Go through the entries below and collect each line with the string "search" in it.

(Collected data)
· · · · ·
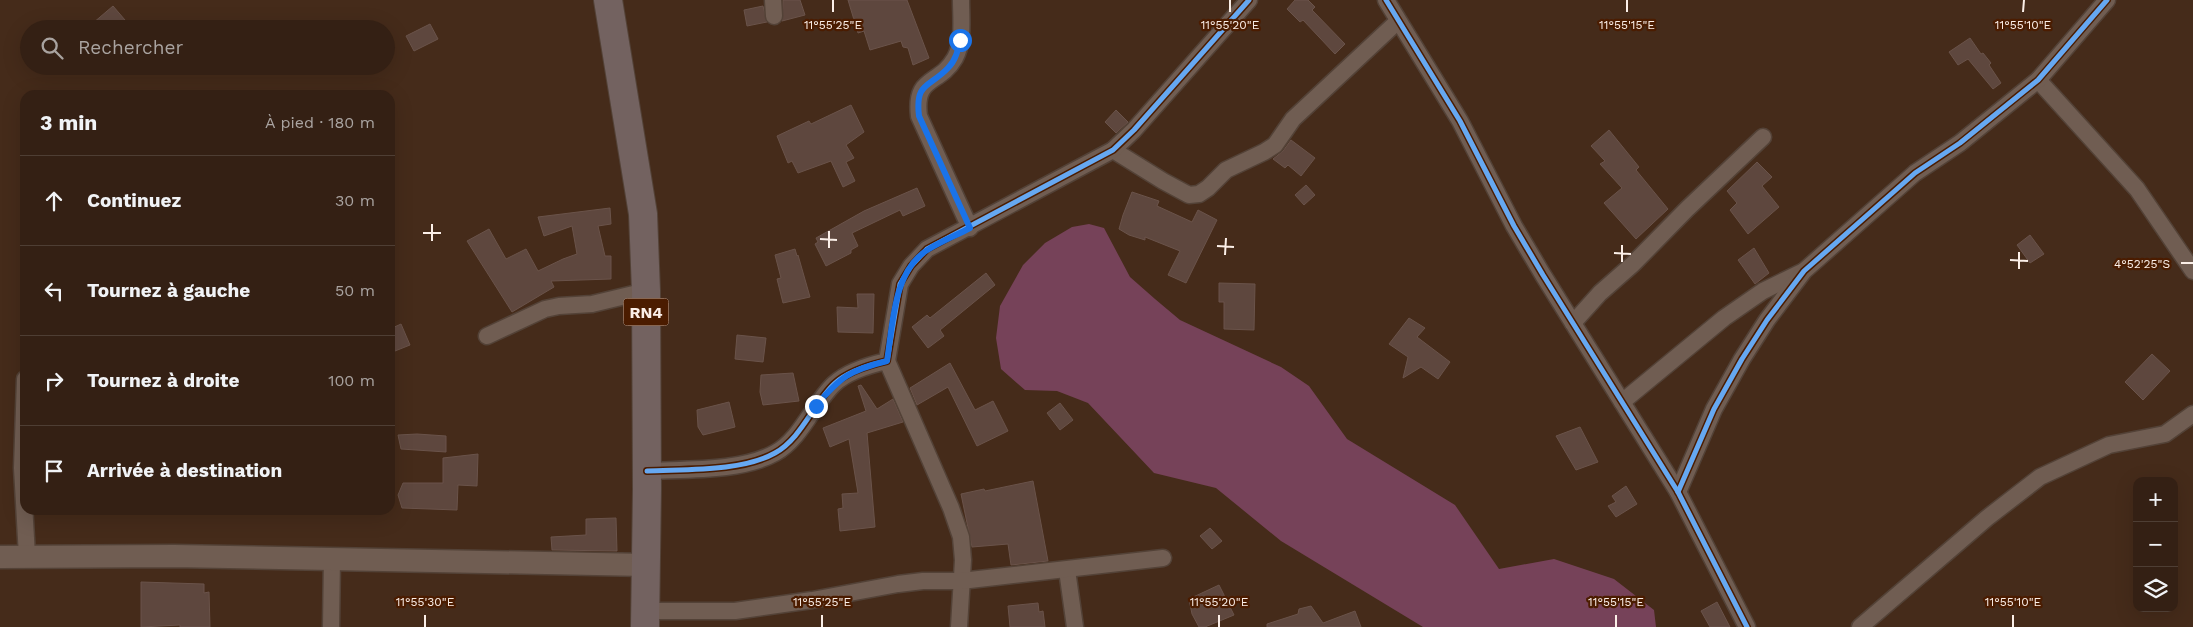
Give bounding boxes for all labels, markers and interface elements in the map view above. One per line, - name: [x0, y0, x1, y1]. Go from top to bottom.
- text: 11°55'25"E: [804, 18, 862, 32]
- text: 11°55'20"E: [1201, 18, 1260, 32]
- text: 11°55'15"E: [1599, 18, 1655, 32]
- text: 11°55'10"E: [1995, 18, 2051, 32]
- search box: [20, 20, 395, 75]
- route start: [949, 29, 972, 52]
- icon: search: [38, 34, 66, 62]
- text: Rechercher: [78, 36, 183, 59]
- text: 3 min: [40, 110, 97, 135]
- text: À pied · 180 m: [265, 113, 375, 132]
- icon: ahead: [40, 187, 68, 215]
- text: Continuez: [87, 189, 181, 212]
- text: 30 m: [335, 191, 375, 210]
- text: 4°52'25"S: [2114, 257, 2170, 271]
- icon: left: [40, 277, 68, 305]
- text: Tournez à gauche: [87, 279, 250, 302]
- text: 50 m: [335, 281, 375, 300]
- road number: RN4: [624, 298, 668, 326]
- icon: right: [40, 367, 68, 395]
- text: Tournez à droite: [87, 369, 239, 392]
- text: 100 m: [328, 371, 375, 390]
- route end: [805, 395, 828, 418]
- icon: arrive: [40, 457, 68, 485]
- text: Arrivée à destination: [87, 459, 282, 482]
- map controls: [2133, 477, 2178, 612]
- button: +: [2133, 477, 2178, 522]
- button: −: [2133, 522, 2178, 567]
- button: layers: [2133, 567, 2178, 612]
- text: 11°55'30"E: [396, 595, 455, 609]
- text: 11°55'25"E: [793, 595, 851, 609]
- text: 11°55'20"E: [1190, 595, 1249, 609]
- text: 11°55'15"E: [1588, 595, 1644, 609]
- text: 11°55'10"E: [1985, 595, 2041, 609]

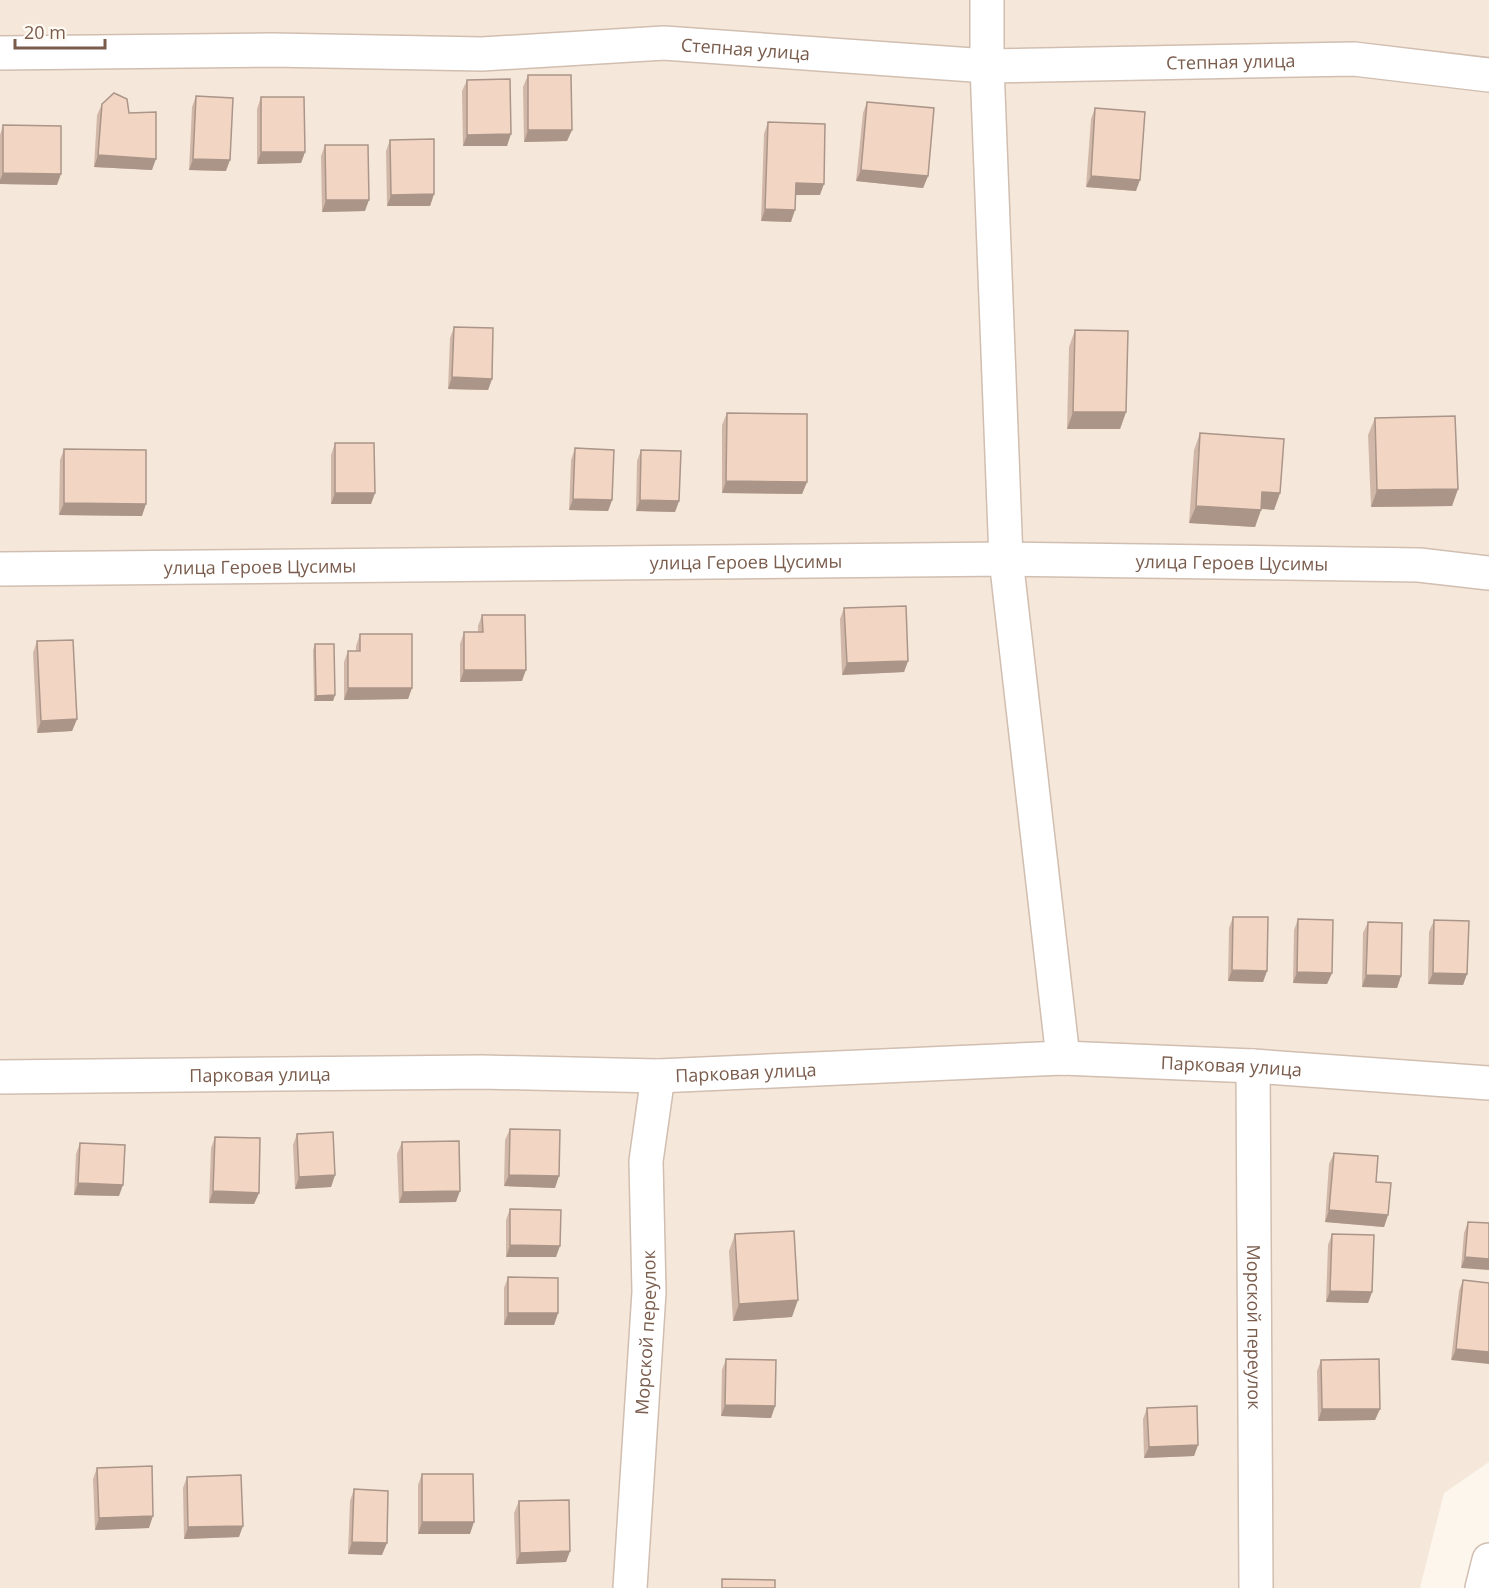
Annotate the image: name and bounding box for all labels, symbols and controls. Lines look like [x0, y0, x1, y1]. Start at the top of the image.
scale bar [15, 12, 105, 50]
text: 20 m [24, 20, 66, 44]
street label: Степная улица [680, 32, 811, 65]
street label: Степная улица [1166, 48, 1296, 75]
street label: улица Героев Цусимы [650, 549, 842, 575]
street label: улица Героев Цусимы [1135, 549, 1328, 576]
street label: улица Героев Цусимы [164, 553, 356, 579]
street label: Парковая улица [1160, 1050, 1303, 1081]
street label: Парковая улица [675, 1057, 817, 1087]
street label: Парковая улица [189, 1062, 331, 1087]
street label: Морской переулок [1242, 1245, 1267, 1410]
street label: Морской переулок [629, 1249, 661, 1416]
· · · · ·
WRITTEN ANSWER:
- search box: [20, 20, 395, 75]
- icon: search: [38, 34, 66, 62]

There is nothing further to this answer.